** TRY IT **
The job is to output each record exactly as it stands, pictures excluded.

[Opening INPUT RECORDS section]

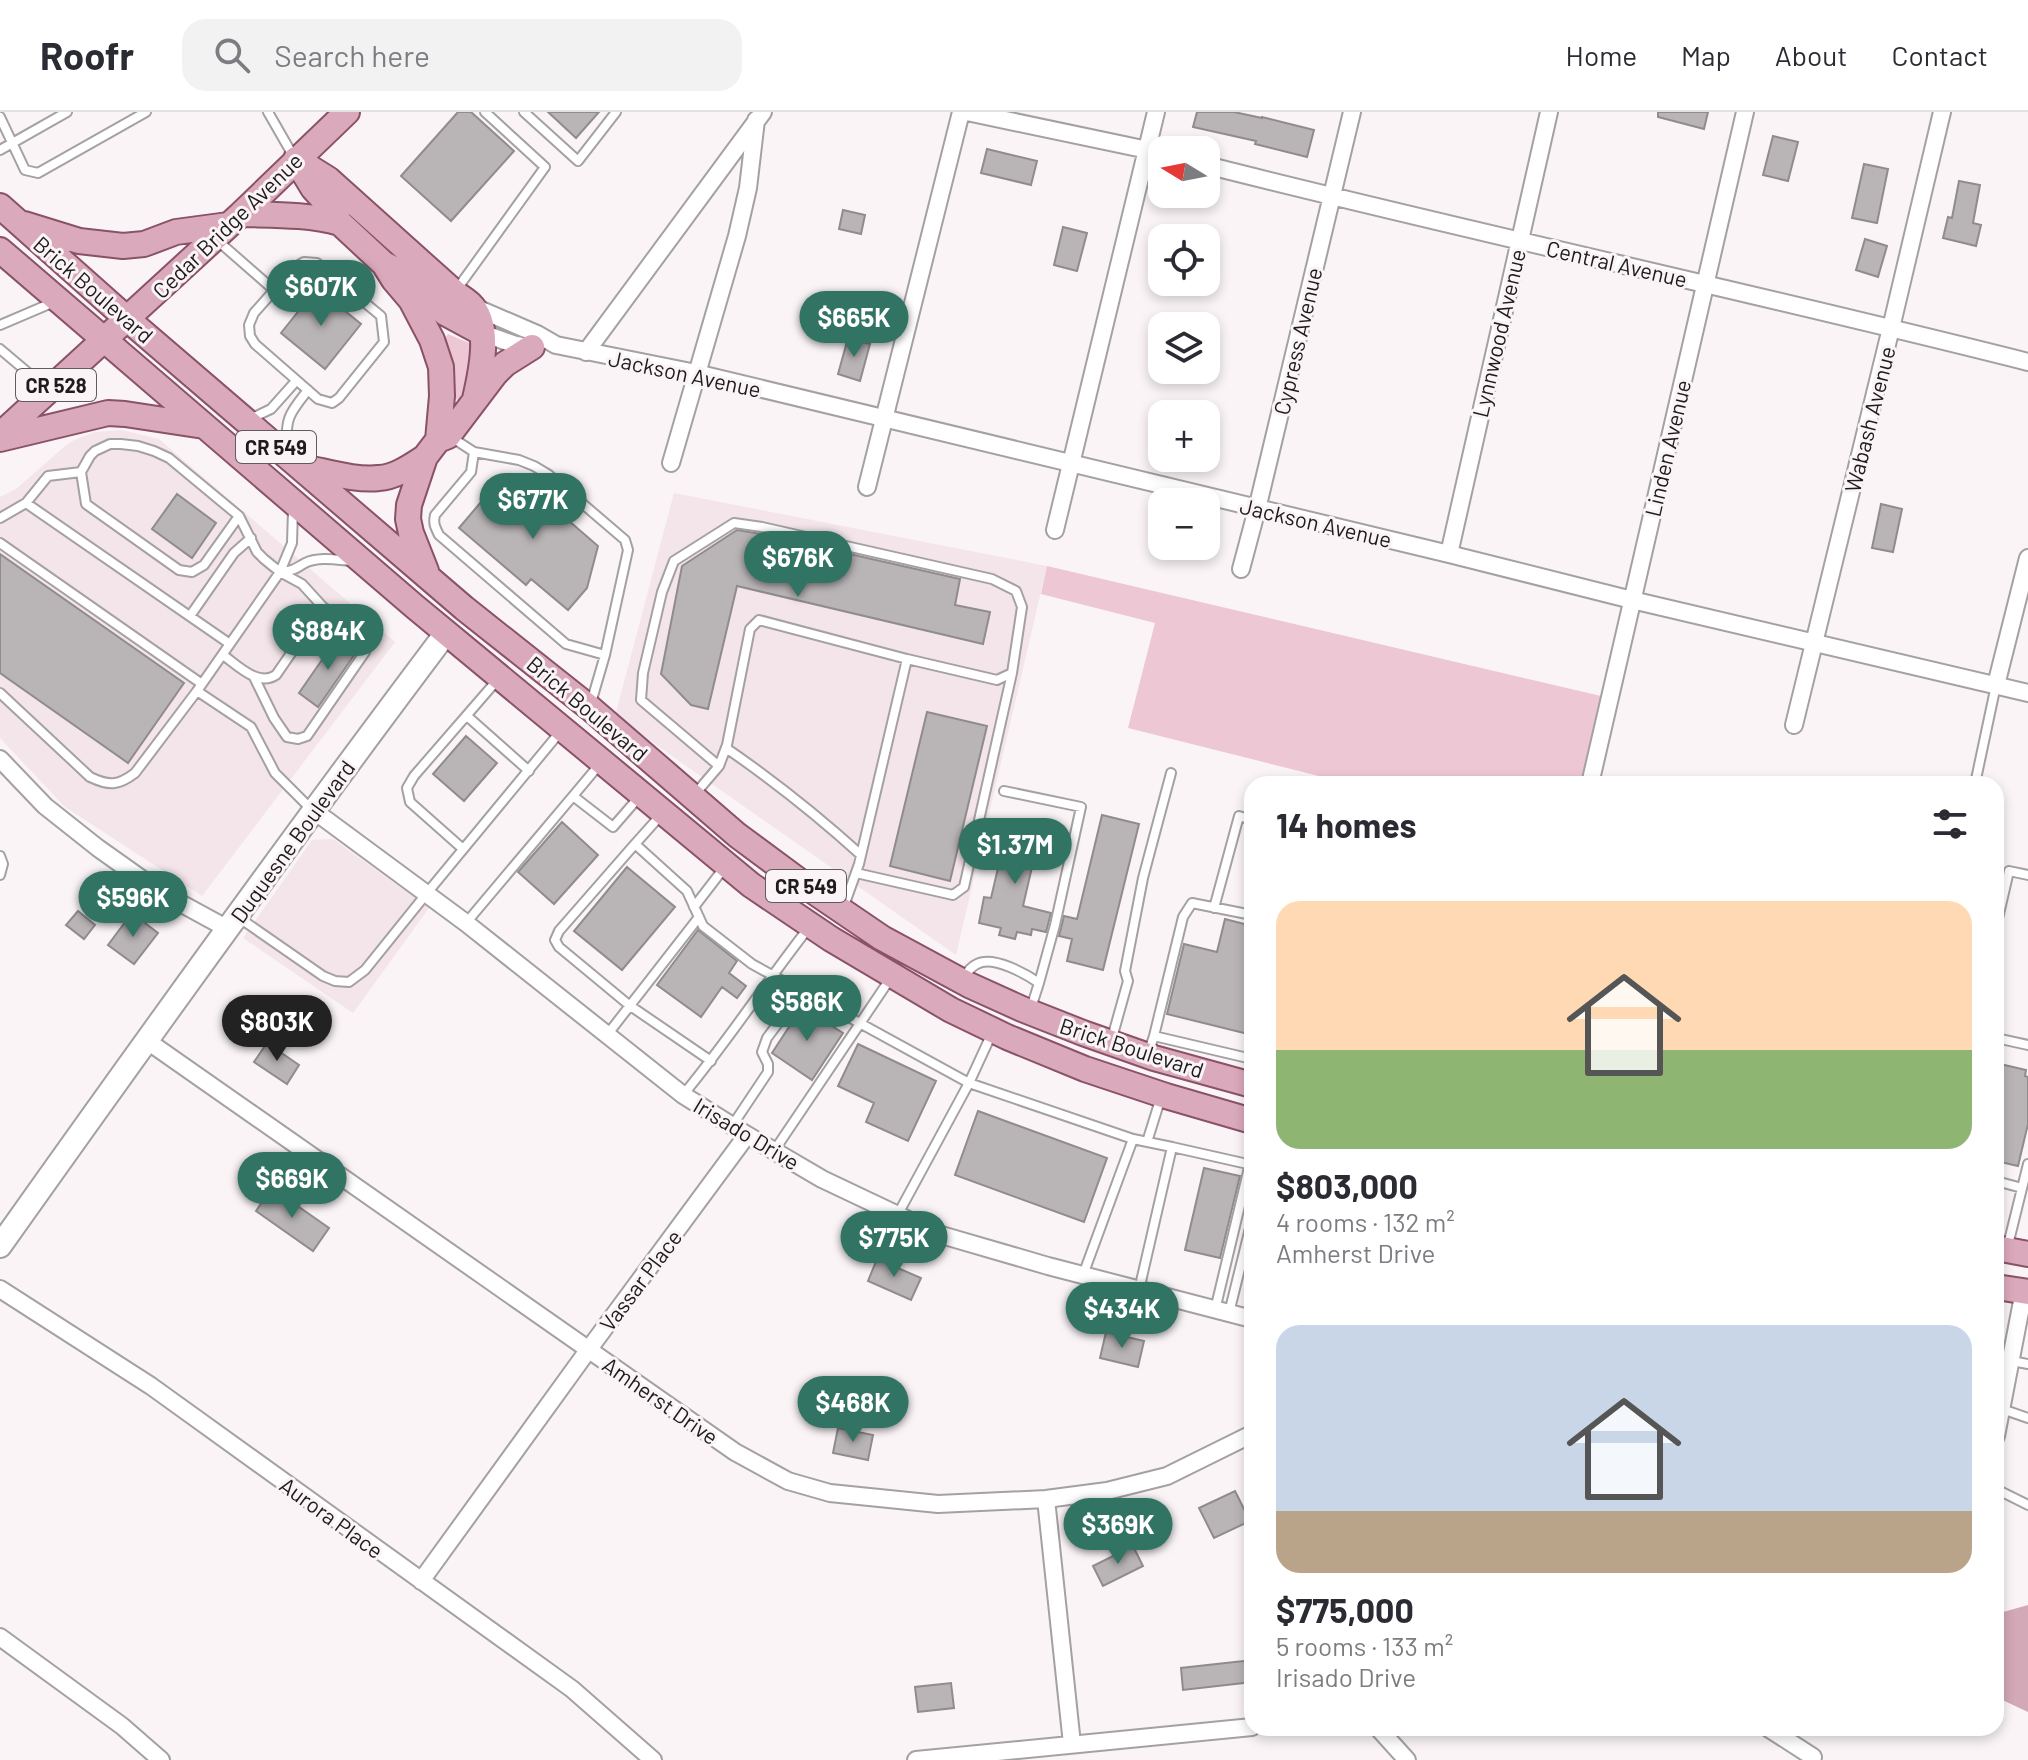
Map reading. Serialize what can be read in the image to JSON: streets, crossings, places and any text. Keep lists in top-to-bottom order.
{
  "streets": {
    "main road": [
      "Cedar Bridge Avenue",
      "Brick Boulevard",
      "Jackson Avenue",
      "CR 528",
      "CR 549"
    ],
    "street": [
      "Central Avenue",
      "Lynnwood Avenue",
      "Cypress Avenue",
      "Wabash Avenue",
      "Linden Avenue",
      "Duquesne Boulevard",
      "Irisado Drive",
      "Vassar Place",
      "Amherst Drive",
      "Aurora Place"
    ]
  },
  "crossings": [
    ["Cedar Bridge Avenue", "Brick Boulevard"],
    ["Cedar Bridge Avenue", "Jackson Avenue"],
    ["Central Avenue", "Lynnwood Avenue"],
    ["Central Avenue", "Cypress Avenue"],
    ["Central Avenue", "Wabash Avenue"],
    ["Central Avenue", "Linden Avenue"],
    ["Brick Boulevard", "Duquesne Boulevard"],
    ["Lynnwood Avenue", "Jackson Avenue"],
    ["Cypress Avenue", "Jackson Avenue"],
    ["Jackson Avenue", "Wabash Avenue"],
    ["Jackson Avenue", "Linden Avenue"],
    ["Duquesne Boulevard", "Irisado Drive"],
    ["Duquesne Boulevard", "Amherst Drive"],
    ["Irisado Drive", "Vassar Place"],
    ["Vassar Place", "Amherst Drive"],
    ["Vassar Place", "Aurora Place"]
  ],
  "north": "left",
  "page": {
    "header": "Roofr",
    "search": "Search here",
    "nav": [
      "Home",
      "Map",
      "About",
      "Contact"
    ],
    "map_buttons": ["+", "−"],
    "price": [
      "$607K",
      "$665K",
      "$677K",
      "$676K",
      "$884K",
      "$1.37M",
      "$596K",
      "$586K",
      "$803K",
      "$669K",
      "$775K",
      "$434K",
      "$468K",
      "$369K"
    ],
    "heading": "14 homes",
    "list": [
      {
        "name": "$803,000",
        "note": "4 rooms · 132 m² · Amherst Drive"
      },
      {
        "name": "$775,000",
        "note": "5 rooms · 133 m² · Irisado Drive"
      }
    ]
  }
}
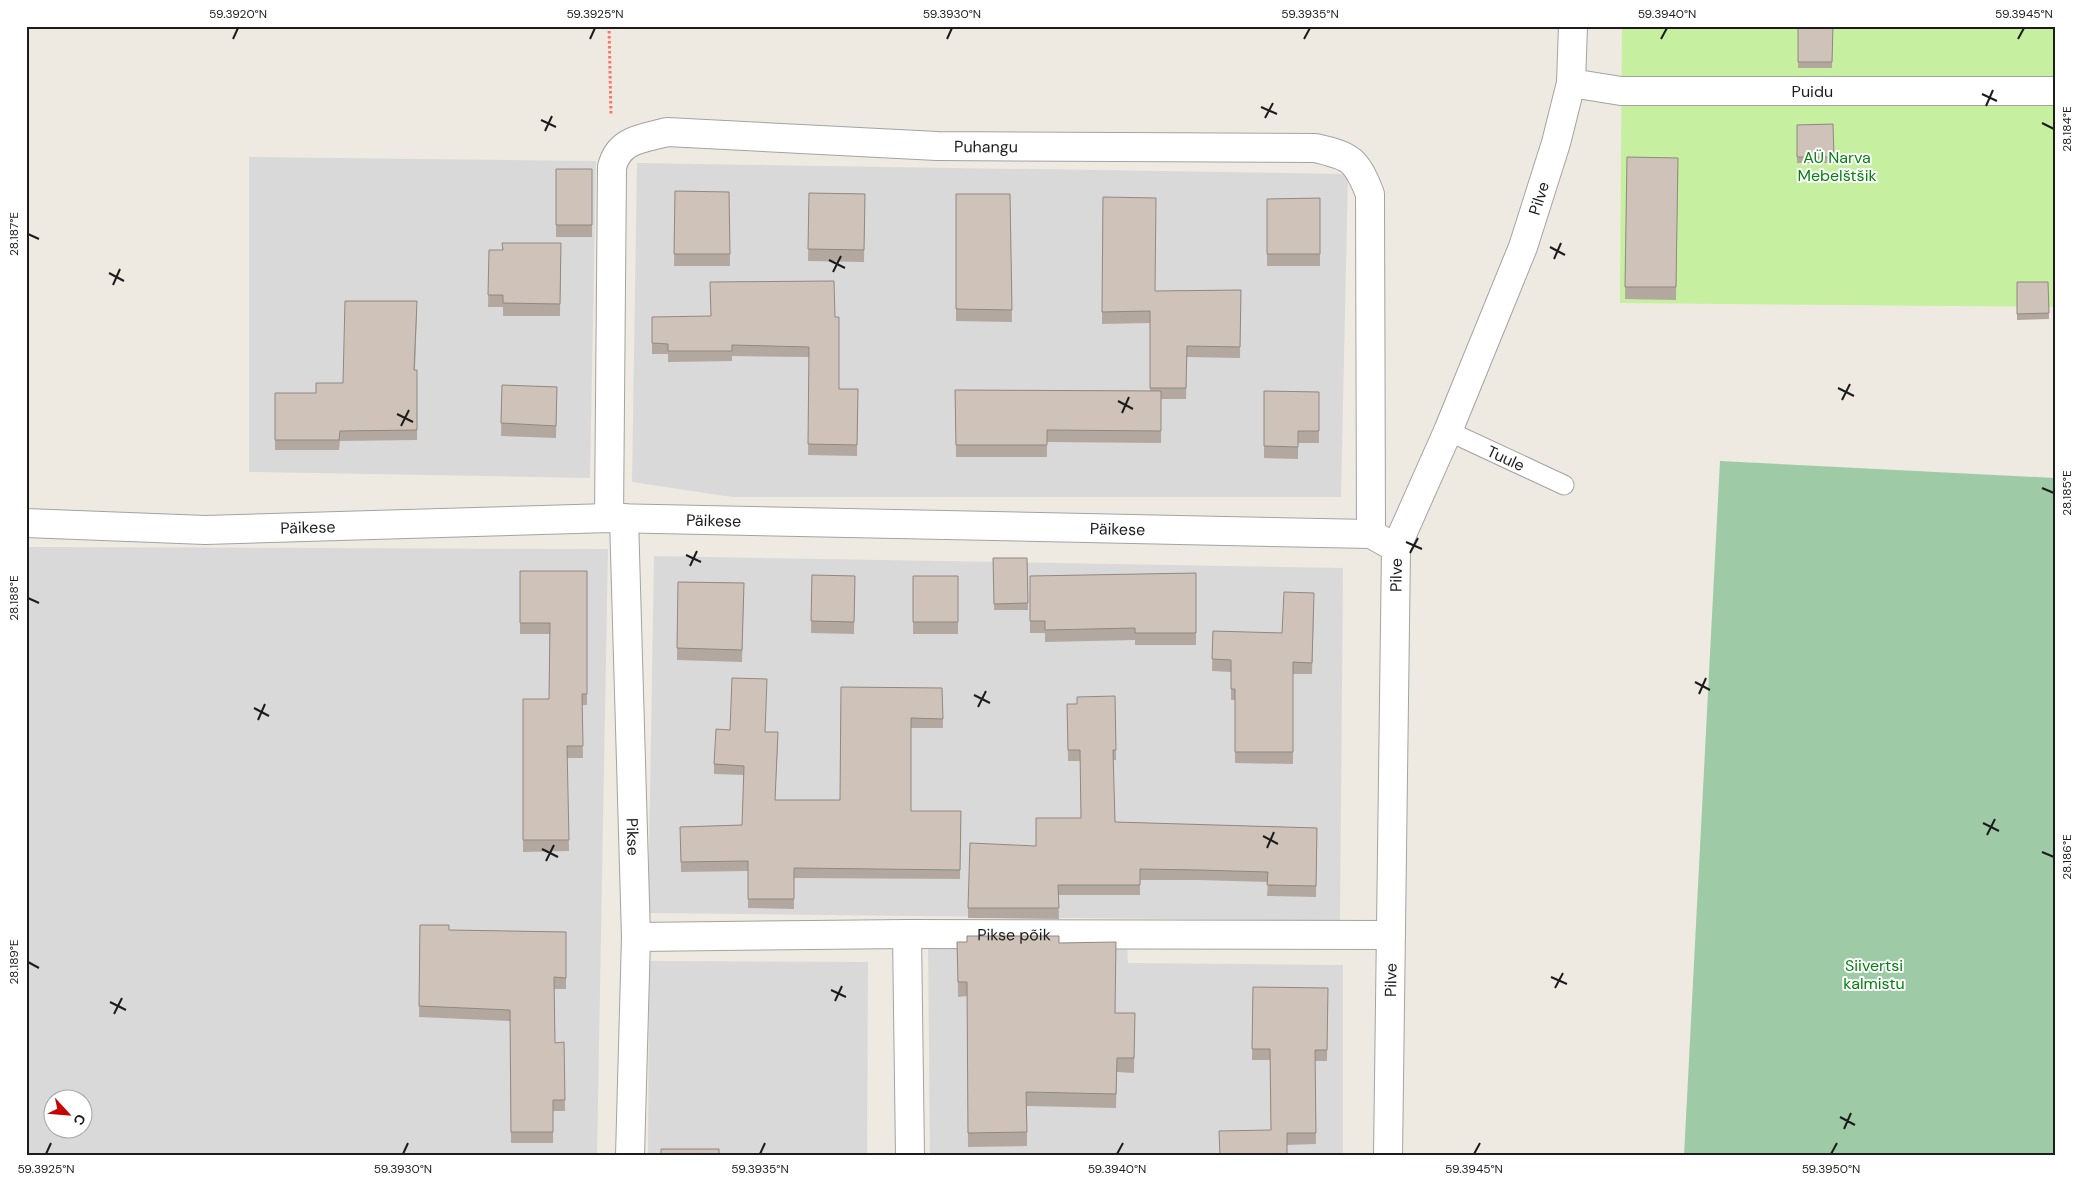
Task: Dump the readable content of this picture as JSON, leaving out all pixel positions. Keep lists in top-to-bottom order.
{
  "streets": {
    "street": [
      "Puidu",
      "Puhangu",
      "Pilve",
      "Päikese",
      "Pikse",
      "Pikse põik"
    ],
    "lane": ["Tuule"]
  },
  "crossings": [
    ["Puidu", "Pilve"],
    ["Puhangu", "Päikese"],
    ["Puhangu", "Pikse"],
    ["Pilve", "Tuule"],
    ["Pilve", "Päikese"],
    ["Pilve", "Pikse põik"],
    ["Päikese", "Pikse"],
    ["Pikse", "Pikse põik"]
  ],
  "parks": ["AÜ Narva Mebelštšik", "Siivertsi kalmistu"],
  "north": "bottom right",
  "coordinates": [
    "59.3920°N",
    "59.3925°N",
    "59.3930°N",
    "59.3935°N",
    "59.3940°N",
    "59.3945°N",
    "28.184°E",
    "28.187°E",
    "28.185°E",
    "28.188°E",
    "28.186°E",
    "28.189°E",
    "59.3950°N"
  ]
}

[Closing INPUT RECORDS section]

** EXPECTED ANSWER **
Map reading. Serialize what can be read in the image to JSON: streets, crossings, places and any text. Keep lists in top-to-bottom order.
{
  "streets": {
    "main road": [
      "Cedar Bridge Avenue",
      "Brick Boulevard",
      "Jackson Avenue",
      "CR 528",
      "CR 549"
    ],
    "street": [
      "Central Avenue",
      "Lynnwood Avenue",
      "Cypress Avenue",
      "Wabash Avenue",
      "Linden Avenue",
      "Duquesne Boulevard",
      "Irisado Drive",
      "Vassar Place",
      "Amherst Drive",
      "Aurora Place"
    ]
  },
  "crossings": [
    ["Cedar Bridge Avenue", "Brick Boulevard"],
    ["Cedar Bridge Avenue", "Jackson Avenue"],
    ["Central Avenue", "Lynnwood Avenue"],
    ["Central Avenue", "Cypress Avenue"],
    ["Central Avenue", "Wabash Avenue"],
    ["Central Avenue", "Linden Avenue"],
    ["Brick Boulevard", "Duquesne Boulevard"],
    ["Lynnwood Avenue", "Jackson Avenue"],
    ["Cypress Avenue", "Jackson Avenue"],
    ["Jackson Avenue", "Wabash Avenue"],
    ["Jackson Avenue", "Linden Avenue"],
    ["Duquesne Boulevard", "Irisado Drive"],
    ["Duquesne Boulevard", "Amherst Drive"],
    ["Irisado Drive", "Vassar Place"],
    ["Vassar Place", "Amherst Drive"],
    ["Vassar Place", "Aurora Place"]
  ],
  "north": "left",
  "page": {
    "header": "Roofr",
    "search": "Search here",
    "nav": [
      "Home",
      "Map",
      "About",
      "Contact"
    ],
    "map_buttons": ["+", "−"],
    "price": [
      "$607K",
      "$665K",
      "$677K",
      "$676K",
      "$884K",
      "$1.37M",
      "$596K",
      "$586K",
      "$803K",
      "$669K",
      "$775K",
      "$434K",
      "$468K",
      "$369K"
    ],
    "heading": "14 homes",
    "list": [
      {
        "name": "$803,000",
        "note": "4 rooms · 132 m² · Amherst Drive"
      },
      {
        "name": "$775,000",
        "note": "5 rooms · 133 m² · Irisado Drive"
      }
    ]
  }
}
Task: Dump the readable content of this picture as JSON, leaving out all pixel positions. Keep lists in top-to-bottom order.
{
  "streets": {
    "street": [
      "Puidu",
      "Puhangu",
      "Pilve",
      "Päikese",
      "Pikse",
      "Pikse põik"
    ],
    "lane": ["Tuule"]
  },
  "crossings": [
    ["Puidu", "Pilve"],
    ["Puhangu", "Päikese"],
    ["Puhangu", "Pikse"],
    ["Pilve", "Tuule"],
    ["Pilve", "Päikese"],
    ["Pilve", "Pikse põik"],
    ["Päikese", "Pikse"],
    ["Pikse", "Pikse põik"]
  ],
  "parks": ["AÜ Narva Mebelštšik", "Siivertsi kalmistu"],
  "north": "bottom right",
  "coordinates": [
    "59.3920°N",
    "59.3925°N",
    "59.3930°N",
    "59.3935°N",
    "59.3940°N",
    "59.3945°N",
    "28.184°E",
    "28.187°E",
    "28.185°E",
    "28.188°E",
    "28.186°E",
    "28.189°E",
    "59.3950°N"
  ]
}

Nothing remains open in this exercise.